Redis Analysis - Part 1: Threading model

Following my previous post, we are going start with the “hottest potato” - single-threaded vs multi-threaded argument.

This question in the context of Redis has been raised quite a few times before, sometimes sparkling pretty heated discussions. See, for example

and replies.

Eventually, Salvatore has decided to allow the offloading of I/O processing onto additional threads. But as I said before, only a single designated thread handles the main Redis dictionary.

It seems, however, that was not enough for the community. Two and half years ago, a couple of talented folks from Canada decided to change the status quo and created a multi-threaded Redis fork called KeyDb. KeyDb allows multiple threads to access the Redis dictionary by protecting it with spinlocks. See their introductionary post about this.

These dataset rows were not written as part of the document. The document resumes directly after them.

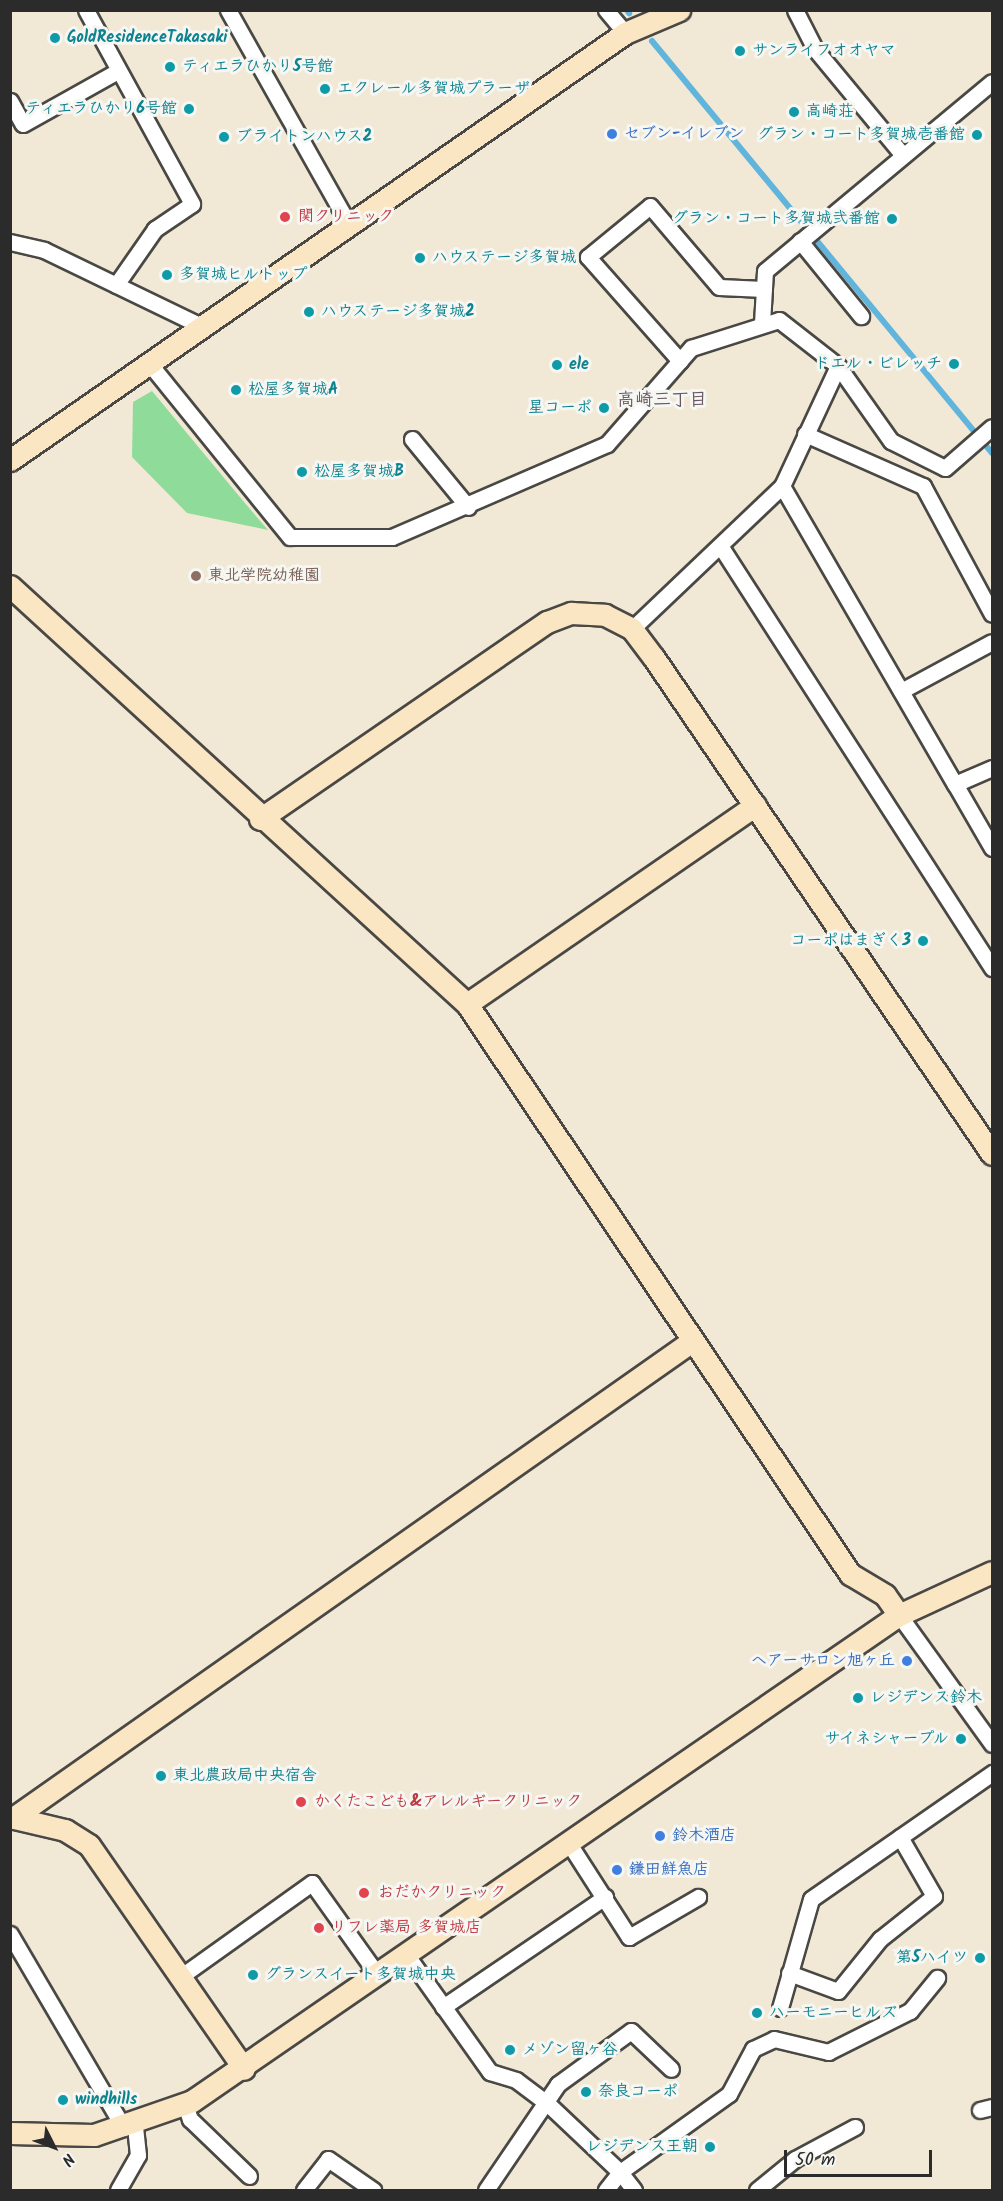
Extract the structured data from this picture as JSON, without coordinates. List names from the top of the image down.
{
  "districts": ["高崎三丁目"],
  "places": [
    "GoldResidenceTakasaki",
    "サンライフオオヤマ",
    "ティエラひかり5号館",
    "エクレール多賀城プラーザ",
    "ティエラひかり6号館",
    "高崎荘",
    "セブン-イレブン",
    "グラン・コート多賀城壱番館",
    "ブライトンハウス2",
    "関クリニック",
    "グラン・コート多賀城弐番館",
    "ハウステージ多賀城",
    "多賀城ヒルトップ",
    "ハウステージ多賀城2",
    "ドエル・ビレッチ",
    "ele",
    "松屋多賀城A",
    "星コーポ",
    "松屋多賀城B",
    "東北学院幼稚園",
    "コーポはまぎく3",
    "ヘアーサロン旭ヶ丘",
    "レジデンス鈴木",
    "サイネシャープル",
    "東北農政局中央宿舎",
    "かくたこども&アレルギークリニック",
    "鈴木酒店",
    "鎌田鮮魚店",
    "おだかクリニック",
    "リフレ薬局 多賀城店",
    "第5ハイツ",
    "グランスイート多賀城中央",
    "ハーモニーヒルズ",
    "メゾン留ヶ谷",
    "奈良コーポ",
    "windhills",
    "レジデンス王朝"
  ],
  "scale_bar": "50 m",
  "north": "bottom right"
}
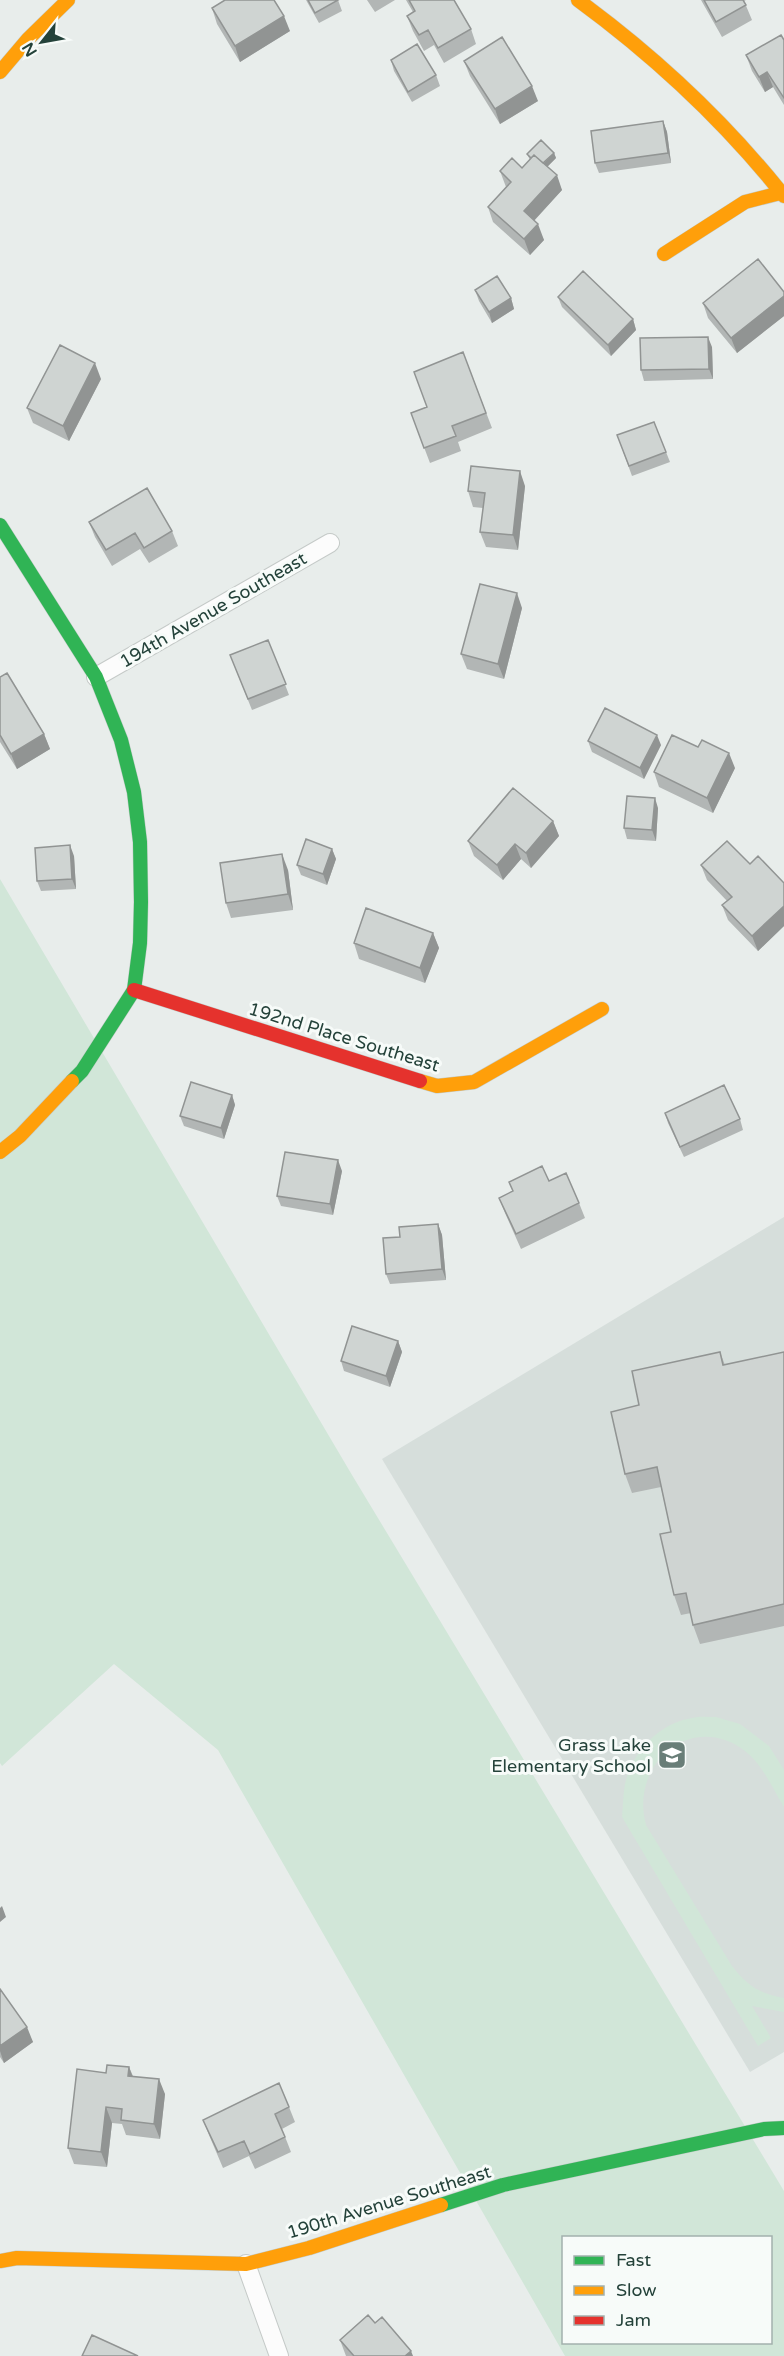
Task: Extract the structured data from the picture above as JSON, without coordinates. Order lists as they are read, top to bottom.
{
  "streets": {
    "street": ["194th Avenue Southeast", "192nd Place Southeast", "190th Avenue Southeast"]
  },
  "places": {
    "school or university": ["Grass Lake Elementary School"]
  },
  "legend": ["Fast", "Slow", "Jam"],
  "north": "bottom left"
}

In the previous post I mentioned the following arguments why Redis was built as single-threaded:

  1. It preserves low tail latency by avoiding contention on locks.
  2. Redis Cluster provides horizontal scale, which should be as good as vertical scale if not better: N single-core machines are equivalent to a single process spanning N cores.
  3. Pipelining gives you more throughput. A redis client can pipeline requests reaching ~1M qps, which is an order of magnitude higher than the regular traffic throughput.
  4. Room for the upside on a single machine is limited anyway.
  5. Single-threaded is simple, multi-threaded is complicated.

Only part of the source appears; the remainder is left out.